_Data listing_
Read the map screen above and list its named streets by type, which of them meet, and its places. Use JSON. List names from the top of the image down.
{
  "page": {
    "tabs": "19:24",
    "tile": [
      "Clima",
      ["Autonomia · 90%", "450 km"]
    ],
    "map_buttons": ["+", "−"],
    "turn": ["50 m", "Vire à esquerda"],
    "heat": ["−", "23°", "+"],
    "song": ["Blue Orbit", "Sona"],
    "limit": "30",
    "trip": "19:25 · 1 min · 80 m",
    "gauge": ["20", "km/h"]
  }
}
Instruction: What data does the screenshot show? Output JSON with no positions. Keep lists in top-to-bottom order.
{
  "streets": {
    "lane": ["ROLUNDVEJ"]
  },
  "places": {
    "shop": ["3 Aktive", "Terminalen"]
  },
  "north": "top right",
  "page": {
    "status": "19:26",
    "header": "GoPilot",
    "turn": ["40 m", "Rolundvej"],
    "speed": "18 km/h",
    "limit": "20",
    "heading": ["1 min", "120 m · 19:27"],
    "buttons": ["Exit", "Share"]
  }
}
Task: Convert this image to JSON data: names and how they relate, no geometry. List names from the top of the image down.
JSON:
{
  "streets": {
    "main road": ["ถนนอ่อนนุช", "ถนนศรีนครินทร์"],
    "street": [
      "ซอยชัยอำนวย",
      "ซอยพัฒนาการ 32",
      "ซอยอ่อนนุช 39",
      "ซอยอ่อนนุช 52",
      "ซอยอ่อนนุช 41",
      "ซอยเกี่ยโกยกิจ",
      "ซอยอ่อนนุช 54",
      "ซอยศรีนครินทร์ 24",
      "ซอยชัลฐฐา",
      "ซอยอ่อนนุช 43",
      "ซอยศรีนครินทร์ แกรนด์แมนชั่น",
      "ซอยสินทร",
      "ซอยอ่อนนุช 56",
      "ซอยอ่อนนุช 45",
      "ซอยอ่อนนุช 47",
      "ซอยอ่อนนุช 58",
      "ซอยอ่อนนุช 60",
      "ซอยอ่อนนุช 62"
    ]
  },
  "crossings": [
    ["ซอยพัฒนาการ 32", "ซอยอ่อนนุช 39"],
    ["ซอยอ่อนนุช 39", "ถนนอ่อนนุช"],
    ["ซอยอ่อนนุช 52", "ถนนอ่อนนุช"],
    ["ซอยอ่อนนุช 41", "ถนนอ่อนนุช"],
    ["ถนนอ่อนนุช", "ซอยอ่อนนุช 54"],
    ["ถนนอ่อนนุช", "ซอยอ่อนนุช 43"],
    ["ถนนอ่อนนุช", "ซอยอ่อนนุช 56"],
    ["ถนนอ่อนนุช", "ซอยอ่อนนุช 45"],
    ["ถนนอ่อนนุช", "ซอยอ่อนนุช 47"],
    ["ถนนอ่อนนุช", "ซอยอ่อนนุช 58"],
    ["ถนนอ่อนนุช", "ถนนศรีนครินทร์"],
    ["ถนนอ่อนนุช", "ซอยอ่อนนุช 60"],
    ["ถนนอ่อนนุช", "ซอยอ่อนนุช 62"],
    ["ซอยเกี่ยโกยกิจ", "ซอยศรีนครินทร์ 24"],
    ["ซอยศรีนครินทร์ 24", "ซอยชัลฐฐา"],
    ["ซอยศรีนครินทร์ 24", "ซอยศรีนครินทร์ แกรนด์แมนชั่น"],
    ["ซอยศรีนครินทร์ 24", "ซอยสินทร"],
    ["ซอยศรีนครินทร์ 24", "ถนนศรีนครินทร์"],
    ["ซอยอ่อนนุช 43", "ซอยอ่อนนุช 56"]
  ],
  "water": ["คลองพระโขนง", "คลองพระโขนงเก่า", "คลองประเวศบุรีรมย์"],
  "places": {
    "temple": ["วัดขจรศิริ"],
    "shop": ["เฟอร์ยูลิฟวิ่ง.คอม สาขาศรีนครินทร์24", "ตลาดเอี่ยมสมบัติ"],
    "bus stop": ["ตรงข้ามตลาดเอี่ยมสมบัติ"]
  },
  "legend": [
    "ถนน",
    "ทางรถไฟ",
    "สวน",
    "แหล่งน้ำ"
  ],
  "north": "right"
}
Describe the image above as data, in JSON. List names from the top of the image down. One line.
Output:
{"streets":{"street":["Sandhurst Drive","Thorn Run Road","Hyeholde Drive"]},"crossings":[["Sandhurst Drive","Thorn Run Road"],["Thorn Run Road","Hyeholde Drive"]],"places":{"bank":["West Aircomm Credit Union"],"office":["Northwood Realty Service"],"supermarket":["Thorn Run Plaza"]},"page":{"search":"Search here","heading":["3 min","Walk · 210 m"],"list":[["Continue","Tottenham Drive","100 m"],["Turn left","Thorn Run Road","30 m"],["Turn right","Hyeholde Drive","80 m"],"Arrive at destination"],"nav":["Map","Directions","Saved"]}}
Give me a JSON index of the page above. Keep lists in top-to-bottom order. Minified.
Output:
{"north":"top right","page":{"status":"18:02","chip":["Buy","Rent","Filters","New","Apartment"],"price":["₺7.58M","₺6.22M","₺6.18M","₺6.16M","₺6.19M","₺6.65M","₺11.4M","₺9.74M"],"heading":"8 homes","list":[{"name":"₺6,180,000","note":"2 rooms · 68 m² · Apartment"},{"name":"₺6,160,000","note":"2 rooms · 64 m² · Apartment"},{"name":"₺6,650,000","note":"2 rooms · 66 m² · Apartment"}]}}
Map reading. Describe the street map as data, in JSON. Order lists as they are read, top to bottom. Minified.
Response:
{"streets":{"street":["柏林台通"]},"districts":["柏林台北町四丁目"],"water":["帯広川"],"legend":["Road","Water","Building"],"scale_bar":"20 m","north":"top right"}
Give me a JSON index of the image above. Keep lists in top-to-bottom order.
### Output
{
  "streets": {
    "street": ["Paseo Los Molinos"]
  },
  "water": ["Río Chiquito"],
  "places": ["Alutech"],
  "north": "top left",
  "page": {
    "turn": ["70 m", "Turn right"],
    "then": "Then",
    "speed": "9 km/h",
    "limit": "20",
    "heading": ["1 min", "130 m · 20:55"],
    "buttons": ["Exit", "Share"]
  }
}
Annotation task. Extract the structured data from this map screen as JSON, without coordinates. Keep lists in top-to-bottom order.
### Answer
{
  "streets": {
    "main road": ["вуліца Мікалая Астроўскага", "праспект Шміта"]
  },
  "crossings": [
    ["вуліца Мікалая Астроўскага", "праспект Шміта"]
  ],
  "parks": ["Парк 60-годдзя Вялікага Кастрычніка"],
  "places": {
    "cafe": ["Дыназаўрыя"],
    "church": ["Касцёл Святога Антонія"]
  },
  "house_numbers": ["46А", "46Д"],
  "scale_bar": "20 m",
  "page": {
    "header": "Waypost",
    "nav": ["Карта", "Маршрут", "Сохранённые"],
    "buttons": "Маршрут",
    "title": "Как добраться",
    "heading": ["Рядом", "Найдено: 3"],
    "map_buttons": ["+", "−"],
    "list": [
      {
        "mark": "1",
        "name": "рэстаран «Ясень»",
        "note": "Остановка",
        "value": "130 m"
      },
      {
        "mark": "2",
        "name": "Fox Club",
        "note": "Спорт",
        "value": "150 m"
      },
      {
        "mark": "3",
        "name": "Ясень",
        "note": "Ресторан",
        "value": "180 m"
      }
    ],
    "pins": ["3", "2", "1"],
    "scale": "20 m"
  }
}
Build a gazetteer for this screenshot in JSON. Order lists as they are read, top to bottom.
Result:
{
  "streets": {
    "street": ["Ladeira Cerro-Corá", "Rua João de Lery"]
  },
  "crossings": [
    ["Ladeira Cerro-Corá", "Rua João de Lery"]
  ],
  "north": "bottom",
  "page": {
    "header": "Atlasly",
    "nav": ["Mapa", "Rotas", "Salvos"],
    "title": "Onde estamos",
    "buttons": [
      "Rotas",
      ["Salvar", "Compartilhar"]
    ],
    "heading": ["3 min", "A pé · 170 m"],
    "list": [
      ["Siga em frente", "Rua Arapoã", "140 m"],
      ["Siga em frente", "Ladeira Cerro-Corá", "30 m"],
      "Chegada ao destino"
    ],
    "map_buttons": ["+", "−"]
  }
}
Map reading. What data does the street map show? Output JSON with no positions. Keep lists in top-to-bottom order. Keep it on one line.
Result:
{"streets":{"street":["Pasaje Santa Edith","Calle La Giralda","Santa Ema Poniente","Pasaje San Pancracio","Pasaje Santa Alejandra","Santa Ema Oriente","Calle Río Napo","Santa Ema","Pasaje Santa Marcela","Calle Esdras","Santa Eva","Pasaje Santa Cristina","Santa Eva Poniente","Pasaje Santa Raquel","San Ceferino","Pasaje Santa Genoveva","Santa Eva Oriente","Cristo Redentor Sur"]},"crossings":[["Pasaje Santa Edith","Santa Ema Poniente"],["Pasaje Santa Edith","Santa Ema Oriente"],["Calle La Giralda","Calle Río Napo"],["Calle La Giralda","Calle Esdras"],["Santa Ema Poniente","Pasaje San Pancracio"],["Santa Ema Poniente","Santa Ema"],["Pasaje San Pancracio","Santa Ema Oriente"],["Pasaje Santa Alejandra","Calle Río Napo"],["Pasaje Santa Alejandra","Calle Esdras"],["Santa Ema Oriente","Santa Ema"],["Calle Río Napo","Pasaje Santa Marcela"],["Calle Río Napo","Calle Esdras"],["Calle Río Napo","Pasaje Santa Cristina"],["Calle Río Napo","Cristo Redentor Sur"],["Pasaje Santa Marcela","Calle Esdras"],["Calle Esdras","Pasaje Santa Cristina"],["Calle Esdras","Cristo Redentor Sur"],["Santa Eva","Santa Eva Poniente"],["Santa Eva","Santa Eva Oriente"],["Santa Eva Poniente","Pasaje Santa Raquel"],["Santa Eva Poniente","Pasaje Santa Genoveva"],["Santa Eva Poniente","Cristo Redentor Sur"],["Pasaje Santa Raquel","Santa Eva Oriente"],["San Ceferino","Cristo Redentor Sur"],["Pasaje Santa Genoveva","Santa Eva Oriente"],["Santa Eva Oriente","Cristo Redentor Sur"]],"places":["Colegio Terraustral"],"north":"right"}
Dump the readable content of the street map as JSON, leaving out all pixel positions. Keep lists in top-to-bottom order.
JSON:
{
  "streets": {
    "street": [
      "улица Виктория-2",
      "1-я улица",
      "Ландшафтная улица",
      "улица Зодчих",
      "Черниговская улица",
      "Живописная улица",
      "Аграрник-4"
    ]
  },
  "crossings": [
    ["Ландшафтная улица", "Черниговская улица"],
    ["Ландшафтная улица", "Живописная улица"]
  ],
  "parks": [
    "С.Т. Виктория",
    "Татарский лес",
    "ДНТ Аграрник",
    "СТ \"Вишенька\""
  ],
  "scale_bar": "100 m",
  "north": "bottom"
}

_Your instructions_
In the reply, include exactly the lines from the beginning of the entries above through the line holding "Task: Convert this", and nothing besides.

_Task output_
Read the map screen above and list its named streets by type, which of them meet, and its places. Use JSON. List names from the top of the image down.
{
  "page": {
    "tabs": "19:24",
    "tile": [
      "Clima",
      ["Autonomia · 90%", "450 km"]
    ],
    "map_buttons": ["+", "−"],
    "turn": ["50 m", "Vire à esquerda"],
    "heat": ["−", "23°", "+"],
    "song": ["Blue Orbit", "Sona"],
    "limit": "30",
    "trip": "19:25 · 1 min · 80 m",
    "gauge": ["20", "km/h"]
  }
}
Instruction: What data does the screenshot show? Output JSON with no positions. Keep lists in top-to-bottom order.
{
  "streets": {
    "lane": ["ROLUNDVEJ"]
  },
  "places": {
    "shop": ["3 Aktive", "Terminalen"]
  },
  "north": "top right",
  "page": {
    "status": "19:26",
    "header": "GoPilot",
    "turn": ["40 m", "Rolundvej"],
    "speed": "18 km/h",
    "limit": "20",
    "heading": ["1 min", "120 m · 19:27"],
    "buttons": ["Exit", "Share"]
  }
}
Task: Convert this image to JSON data: names and how they relate, no geometry. List names from the top of the image down.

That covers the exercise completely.